TL;DRDeepSeek V4-Pro shipped at $3.48 per 1M output tokens, leaving GPT-5.5 ($30) nine times more expensive. The mid-tier is collapsing, and builders who survive will route between a frontier model and a cheap open one.
In April 2026, DeepSeek released V4: a 1.6-trillion-parameter MoE with only 49B active, MIT-licensed, output priced at $3.48. The same week, OpenAI launched GPT-5.5 at $30 output.
It looks like another "prices fell again" headline. But Janakiram MSV at The New Stack pointed at the real shift: the entire middle of the market is leaking out.
What is going on
The LLM market used to be a clean three-step staircase: entry, mid, frontier. By spring 2026 the middle step caved in.
At the top sit frontier models like GPT-5.5 and Opus 4.7. Heavy reasoning, multi-step agents, ironclad safety. Output runs $25–$30 per 1M tokens.
At the bottom sit cheap open models: V4-Flash at $0.28 output, V4-Pro at $3.48. V4-Pro hit 83.4% on BrowseComp — beating Opus 4.7 (79.3%). These models are not just "good enough." On some benchmarks they pass frontier models.

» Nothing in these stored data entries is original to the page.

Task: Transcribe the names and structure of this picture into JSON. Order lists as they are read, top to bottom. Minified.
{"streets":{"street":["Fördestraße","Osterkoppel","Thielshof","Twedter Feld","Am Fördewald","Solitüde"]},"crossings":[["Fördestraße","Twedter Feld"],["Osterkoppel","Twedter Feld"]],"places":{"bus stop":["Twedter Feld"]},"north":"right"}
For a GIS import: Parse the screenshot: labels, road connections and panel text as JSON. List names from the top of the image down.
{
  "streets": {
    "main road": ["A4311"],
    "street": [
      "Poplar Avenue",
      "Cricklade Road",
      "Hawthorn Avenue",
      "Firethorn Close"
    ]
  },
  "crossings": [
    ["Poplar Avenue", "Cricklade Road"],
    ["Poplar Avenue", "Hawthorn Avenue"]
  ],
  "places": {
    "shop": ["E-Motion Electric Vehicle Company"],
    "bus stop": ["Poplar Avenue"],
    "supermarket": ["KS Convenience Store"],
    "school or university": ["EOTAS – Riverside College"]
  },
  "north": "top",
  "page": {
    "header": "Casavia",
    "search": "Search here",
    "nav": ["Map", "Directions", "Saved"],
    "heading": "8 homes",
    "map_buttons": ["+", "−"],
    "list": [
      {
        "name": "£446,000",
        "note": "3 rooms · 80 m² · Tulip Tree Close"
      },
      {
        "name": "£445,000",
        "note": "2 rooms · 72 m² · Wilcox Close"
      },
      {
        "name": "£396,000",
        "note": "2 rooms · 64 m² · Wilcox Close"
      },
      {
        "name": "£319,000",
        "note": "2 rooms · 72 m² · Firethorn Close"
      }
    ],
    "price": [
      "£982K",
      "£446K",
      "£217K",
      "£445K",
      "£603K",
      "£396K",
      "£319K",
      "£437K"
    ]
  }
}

The middle? GPT-5.4 ($2.50/$15), Sonnet 4 ($3/$15). Roughly 4–5x V4-Pro's price for marginally better general performance. The reason to use them is fading fast.
Why this is different
Janakiram MSV calls it "the disappearing AI middle class." Builders sitting on mid-tier models have nowhere to go. Up is too expensive, down requires a different business model.
This is not a price tweak. It is structural reshuffling, for three reasons.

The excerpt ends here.